# What is this?



## MacTheFuzz (Jul 13, 2009)




----------



## Cory S. (Jun 26, 2015)

A pain in the ass. Needlefish.

Sent from my SM-G900V using Tapatalk


----------



## MacTheFuzz (Jul 13, 2009)

I thought needle fish was too generic. I could have guessed that. Thought maybe there was a more official name.


----------



## Cory S. (Jun 26, 2015)

There might be. If so, I don't know it though.

Sent from my SM-G900V using Tapatalk


----------



## yukondog (Feb 12, 2013)

Needlefishes are classified in the phylum Chordata, subphylum Vertebrata, class Actinopterygii, order Beloniformes, family Belonidae.
I just call all of them needlefish.


----------



## Bodupp (Oct 3, 2007)

Houndfish


----------



## gamefisherman (Oct 6, 2007)

They can make a barracuda jealous. Check out the teeth on those things!


----------



## Cory S. (Jun 26, 2015)

They are hell terminal tackle.

Sent from my SM-G900V using Tapatalk


----------



## Jason (Oct 2, 2007)

Try getting them jokers in a cast net!!! Fun fun fun!!! Stanking little guys too!


----------



## OP-FOR (Jan 23, 2010)

*Test ?*



yukondog said:


> Needlefishes are classified in the phylum Chordata, subphylum Vertebrata, class Actinopterygii, order Beloniformes, family Belonidae.
> I just call all of them needlefish.



Wow! That is a mouth full there. Good thing we won't be tested on this. Are we?


----------



## engulfed (Jun 20, 2015)

I hate those things so much. Lost tons of lures to them when they attack my line. Plus, they deplete your spool since they usually strike way up the line above the lure.


----------



## captken (Feb 24, 2008)

*Bowdup was dead on. Hound Fish.*

Those things get to be 5 feet long. They are pretty common down here some years. On light tackle they are kinda like Sailfish. They are the most acrobatic inshore fish of all. 

Some folks hate them but I never gripe when I catch a big one.

On a trip to Panama (Pacific side) the first fish I caught was a big Houndfish and the second was a 30# Jack Crevalle. Everybody else had caught Cuberra Snapper or Roosterfish and leave it to me to catch trash fish 1500 miles from home.

Notice in the pic that the Houndfish is slightly flattened where a Needle fish is more round. BTW, they are not very good to eat.
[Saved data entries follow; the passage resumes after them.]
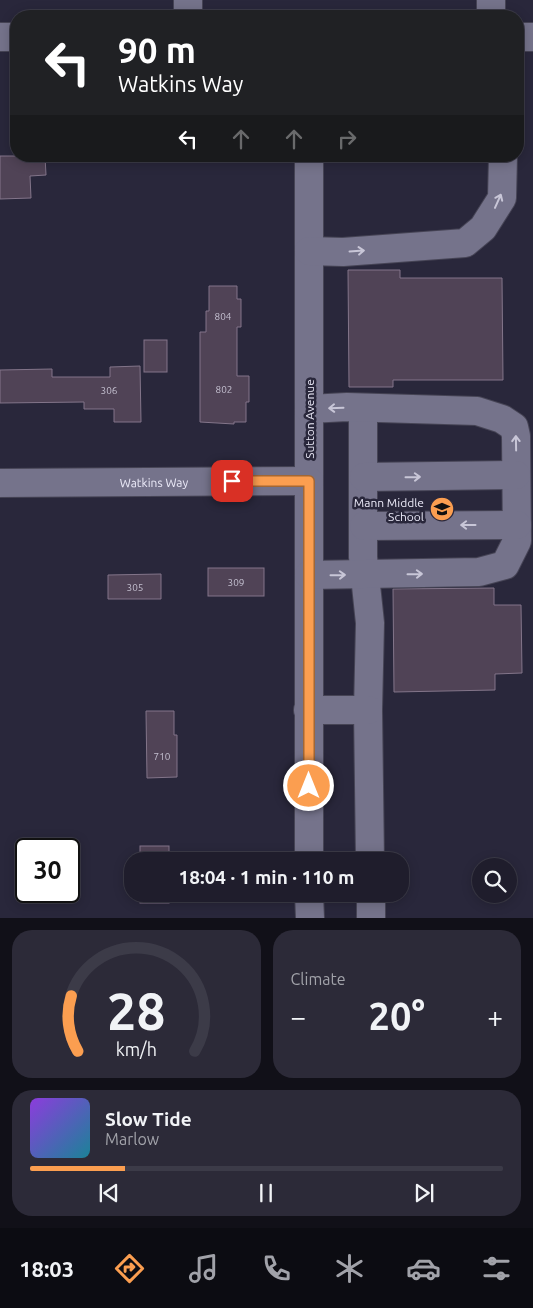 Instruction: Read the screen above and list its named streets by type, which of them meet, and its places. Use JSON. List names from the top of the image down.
{
  "streets": {
    "street": ["Sutton Avenue", "Watkins Way"]
  },
  "crossings": [
    ["Sutton Avenue", "Watkins Way"]
  ],
  "places": {
    "school or university": ["Mann Middle School"]
  },
  "house_numbers": [
    "804",
    "802",
    "306",
    "309",
    "305",
    "710"
  ],
  "page": {
    "turn": ["90 m", "Watkins Way"],
    "limit": "30",
    "trip": "18:04 · 1 min · 110 m",
    "tile": "Climate",
    "heat": ["−", "20°", "+"],
    "song": ["Slow Tide", "Marlow"],
    "tabs": "18:03",
    "gauge": ["28", "km/h"]
  }
}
I've tried.


----------



## Chris V (Oct 18, 2007)

captken said:


> Those things get to be 5 feet long. They are pretty common down here some years. On light tackle they are kinda like Sailfish. They are the most acrobatic inshore fish of all.
> 
> Some folks hate them but I never gripe when I catch a big one.
> 
> ...


 Good observation Ken. That is a key ID trait...but not for the Houndfish.
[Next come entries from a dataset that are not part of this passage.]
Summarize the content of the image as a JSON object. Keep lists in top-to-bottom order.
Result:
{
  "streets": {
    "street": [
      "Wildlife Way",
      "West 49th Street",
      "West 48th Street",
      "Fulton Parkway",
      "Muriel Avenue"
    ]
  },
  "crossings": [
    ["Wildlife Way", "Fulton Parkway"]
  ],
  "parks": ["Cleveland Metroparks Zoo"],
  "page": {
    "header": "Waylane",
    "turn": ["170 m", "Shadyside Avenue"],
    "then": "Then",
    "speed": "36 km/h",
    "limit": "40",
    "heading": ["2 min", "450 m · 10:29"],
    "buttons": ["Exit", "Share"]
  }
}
The fish in the pic, although locally called a Houndfish is actually a different species of Needlefish called the Flat Needlefish (_Ablennes hians_). They are a large species of Needlefish native to the GOM, western Atlantic and Carribean. The flat body obviously gives the name and the black bars on the rear section of the body are a common ID mark as well.
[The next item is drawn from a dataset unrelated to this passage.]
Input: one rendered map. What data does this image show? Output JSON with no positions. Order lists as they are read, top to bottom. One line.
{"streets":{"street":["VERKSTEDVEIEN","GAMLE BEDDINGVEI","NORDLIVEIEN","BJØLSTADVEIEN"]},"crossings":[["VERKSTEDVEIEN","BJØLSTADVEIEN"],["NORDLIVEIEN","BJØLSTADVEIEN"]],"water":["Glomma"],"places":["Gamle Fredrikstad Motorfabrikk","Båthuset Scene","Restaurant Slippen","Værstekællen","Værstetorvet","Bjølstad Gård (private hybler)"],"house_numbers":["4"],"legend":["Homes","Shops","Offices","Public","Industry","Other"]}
True Houndfish, _Tylosurus crocodilus_, are much heavier bodied, round in cross-section and bear a caudal keel, much like a tuna. They can grow to over 5ft and weigh as much as 15lbs or so. They have actually killed people before when jumping from the water and accidentally impaling people who had the bad luck of being in the way. I have caught some rather large Houndfish in the Keys and like Capt Ken, I've never been upset at catching one on light gear. They are a very fun light tackle fish with fast runs and crazy jumps.


----------



## LIM-IT-OUT (Aug 26, 2014)

baby blue Marlin was my first guess


its simply a needle fish, also known as a * dang*, not another one of these* 

dang fish or TRASHAKAJOHONIOUS cousin to lizard fish and father of the lady fish 

they are in full swing with the blood moon and fall weather, they make good king bait when trolled with a skirt of sorts


----------



## LINEnotSTRING (Nov 1, 2015)

right on! just fry it up if you don't know, yet, and determine 'trash' fish after a taste, eh? love it!


----------



## LINEnotSTRING (Nov 1, 2015)

lovin' the latin, man. THE. LATIN.


----------



## nostradumbass (Nov 19, 2015)

That's an 'Asshurtus Muchus' commonly referred to as a buttplug.


----------



## LINEnotSTRING (Nov 1, 2015)

ah man. i really need to pay more attention to the screen names: engulfed is just classic! right on...


----------